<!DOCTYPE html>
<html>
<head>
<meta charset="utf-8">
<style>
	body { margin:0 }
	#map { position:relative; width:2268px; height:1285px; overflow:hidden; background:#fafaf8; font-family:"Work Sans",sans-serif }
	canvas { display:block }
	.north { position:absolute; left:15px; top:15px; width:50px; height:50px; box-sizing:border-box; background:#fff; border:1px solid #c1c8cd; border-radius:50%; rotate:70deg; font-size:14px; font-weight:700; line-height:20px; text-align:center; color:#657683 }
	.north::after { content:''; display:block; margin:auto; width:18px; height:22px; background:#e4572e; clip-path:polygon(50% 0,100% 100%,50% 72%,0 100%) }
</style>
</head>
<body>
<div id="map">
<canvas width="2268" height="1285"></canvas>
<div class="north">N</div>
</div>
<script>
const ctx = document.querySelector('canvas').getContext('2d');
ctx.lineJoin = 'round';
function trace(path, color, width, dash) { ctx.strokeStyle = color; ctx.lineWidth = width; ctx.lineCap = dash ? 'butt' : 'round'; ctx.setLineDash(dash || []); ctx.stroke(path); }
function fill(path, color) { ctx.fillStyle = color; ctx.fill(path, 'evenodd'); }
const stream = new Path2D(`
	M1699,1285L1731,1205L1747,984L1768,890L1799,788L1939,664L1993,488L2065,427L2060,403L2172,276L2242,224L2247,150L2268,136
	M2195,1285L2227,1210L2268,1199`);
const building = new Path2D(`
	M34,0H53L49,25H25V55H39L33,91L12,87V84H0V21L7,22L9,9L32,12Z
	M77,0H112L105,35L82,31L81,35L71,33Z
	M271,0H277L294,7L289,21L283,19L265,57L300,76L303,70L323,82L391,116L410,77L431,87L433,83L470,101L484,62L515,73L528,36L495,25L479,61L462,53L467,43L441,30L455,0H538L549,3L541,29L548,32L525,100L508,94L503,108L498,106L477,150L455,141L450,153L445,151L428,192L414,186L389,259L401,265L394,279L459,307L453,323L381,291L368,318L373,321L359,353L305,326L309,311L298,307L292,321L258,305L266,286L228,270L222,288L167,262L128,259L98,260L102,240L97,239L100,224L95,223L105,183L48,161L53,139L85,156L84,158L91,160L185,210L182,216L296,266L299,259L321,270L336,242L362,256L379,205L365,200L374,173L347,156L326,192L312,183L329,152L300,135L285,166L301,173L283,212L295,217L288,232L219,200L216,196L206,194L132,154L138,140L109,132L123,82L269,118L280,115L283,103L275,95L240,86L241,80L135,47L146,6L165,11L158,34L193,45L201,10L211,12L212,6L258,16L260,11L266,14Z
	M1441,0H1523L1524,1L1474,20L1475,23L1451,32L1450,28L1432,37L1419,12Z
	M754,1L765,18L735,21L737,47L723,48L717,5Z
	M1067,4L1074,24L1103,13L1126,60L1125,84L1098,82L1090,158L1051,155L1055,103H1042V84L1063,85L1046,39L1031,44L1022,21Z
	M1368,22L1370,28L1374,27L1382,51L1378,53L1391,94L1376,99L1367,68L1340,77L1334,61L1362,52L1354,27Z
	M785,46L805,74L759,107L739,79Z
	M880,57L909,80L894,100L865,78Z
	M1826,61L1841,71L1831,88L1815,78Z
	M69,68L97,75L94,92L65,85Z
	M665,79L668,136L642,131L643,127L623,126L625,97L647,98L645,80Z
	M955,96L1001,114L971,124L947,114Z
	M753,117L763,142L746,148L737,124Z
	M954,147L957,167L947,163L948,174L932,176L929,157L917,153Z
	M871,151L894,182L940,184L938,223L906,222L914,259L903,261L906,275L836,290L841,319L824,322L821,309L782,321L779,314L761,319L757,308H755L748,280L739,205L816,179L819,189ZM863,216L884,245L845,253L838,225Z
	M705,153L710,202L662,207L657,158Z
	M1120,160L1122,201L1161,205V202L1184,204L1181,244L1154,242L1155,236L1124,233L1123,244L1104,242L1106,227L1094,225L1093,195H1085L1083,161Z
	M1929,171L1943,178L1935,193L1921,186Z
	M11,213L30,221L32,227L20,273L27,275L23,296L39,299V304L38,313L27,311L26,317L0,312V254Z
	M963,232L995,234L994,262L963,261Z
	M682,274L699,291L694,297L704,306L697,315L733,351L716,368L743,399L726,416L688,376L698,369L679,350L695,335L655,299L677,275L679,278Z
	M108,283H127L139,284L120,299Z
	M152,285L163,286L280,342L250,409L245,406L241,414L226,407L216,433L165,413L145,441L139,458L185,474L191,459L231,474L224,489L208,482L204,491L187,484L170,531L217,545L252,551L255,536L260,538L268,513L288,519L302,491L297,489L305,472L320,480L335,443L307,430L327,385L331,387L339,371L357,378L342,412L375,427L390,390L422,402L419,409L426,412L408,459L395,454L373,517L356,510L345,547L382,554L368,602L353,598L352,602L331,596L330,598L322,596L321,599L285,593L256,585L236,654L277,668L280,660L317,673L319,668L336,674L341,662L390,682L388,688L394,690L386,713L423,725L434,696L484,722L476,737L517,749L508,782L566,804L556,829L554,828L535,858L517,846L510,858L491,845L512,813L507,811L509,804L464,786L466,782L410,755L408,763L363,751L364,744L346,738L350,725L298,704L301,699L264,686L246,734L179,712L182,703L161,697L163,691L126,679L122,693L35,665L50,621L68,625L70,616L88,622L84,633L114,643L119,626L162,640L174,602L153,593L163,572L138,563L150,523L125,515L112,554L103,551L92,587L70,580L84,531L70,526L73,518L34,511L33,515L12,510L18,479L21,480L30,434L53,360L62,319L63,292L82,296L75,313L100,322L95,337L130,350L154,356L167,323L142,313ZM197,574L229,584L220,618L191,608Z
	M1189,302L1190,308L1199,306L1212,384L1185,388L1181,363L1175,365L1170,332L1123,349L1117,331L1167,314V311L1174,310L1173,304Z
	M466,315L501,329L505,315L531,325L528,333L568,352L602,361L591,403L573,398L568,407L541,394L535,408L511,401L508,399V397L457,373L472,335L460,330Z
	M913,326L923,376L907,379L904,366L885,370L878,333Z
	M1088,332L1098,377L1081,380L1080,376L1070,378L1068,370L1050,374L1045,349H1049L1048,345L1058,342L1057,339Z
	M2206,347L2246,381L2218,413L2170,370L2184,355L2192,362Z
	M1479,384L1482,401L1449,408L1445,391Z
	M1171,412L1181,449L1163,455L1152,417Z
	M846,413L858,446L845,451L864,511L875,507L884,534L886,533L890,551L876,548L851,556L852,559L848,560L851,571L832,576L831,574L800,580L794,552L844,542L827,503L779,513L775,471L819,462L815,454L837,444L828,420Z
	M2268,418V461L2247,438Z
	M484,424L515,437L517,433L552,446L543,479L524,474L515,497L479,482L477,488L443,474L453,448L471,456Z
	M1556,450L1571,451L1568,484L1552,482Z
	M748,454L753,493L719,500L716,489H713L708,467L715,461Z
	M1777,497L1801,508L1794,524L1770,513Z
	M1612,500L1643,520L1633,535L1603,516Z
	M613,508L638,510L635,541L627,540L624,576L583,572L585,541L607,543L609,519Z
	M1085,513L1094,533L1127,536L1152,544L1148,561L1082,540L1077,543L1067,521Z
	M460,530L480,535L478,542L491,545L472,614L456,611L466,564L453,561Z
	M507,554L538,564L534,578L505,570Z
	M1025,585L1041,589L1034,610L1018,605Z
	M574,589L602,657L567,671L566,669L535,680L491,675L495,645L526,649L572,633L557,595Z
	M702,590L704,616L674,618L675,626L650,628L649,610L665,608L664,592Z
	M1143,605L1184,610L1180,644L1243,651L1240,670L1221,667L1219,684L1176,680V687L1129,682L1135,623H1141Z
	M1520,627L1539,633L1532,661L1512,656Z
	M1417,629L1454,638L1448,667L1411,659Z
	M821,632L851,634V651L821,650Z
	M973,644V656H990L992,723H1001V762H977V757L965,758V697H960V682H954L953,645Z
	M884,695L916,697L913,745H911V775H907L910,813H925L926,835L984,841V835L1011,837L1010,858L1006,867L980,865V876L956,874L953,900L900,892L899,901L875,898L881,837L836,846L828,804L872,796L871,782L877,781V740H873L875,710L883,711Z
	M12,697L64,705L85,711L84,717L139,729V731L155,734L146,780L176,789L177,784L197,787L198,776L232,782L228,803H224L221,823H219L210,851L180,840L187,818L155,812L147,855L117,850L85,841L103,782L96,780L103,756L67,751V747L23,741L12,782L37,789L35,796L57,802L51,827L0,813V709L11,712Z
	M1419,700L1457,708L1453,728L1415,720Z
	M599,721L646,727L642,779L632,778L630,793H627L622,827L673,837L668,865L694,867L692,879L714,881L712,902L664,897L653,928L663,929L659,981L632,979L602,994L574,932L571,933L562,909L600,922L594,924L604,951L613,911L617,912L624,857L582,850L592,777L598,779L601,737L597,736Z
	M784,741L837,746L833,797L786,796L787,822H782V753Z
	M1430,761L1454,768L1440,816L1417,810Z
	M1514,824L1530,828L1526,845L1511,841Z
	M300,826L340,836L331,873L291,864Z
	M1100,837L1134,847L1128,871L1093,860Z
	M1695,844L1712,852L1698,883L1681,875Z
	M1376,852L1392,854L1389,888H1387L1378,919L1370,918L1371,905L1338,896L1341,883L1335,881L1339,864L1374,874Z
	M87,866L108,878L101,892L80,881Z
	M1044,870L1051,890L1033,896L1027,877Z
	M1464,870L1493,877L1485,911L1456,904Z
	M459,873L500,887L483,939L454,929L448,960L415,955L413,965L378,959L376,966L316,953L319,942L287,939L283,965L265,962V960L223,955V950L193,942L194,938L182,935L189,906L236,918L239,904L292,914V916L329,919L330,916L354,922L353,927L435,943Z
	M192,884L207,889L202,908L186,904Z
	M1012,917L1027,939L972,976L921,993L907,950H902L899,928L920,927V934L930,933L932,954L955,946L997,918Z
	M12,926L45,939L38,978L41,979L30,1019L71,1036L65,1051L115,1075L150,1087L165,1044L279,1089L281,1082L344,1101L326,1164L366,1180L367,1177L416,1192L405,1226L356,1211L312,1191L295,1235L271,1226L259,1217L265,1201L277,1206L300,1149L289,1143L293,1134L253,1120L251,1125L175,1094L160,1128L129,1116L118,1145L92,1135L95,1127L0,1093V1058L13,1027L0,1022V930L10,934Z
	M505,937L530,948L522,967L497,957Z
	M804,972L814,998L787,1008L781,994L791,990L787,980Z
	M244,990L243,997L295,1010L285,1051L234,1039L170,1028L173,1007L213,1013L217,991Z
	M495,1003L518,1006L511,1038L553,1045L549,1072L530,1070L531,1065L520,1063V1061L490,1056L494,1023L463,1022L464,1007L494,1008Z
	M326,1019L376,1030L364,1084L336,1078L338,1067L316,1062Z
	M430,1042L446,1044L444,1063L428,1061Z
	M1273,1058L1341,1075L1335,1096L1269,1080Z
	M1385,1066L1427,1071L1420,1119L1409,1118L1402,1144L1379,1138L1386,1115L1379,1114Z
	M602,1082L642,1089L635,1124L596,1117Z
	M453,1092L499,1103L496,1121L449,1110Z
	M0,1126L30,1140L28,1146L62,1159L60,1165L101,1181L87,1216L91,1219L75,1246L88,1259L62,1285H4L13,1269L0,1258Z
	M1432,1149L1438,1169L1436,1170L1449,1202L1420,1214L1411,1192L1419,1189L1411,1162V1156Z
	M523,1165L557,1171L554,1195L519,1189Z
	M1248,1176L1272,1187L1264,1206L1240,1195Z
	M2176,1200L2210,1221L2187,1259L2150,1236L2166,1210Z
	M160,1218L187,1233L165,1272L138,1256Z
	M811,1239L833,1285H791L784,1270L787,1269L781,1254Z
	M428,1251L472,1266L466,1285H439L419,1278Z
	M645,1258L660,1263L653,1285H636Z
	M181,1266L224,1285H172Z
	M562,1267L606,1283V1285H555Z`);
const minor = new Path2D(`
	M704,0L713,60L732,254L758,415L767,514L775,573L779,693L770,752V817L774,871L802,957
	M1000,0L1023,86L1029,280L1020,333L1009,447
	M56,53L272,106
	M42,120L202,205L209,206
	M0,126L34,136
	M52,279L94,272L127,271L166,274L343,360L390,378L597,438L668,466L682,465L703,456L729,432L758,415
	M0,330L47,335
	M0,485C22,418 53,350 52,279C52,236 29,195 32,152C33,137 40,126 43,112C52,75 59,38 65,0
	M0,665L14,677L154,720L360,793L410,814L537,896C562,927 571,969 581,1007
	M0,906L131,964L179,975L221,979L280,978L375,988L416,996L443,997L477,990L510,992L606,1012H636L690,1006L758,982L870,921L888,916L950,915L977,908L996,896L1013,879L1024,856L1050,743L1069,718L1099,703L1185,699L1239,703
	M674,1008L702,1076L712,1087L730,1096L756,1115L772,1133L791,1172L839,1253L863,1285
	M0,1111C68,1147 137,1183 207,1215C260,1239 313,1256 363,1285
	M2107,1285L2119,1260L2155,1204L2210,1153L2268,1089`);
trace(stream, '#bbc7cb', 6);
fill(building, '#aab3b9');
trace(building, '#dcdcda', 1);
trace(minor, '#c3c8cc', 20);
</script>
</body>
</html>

+ + + +

Problem details
Work out how many lines of the data include the word "block". Then write only that number.

Exercise output
2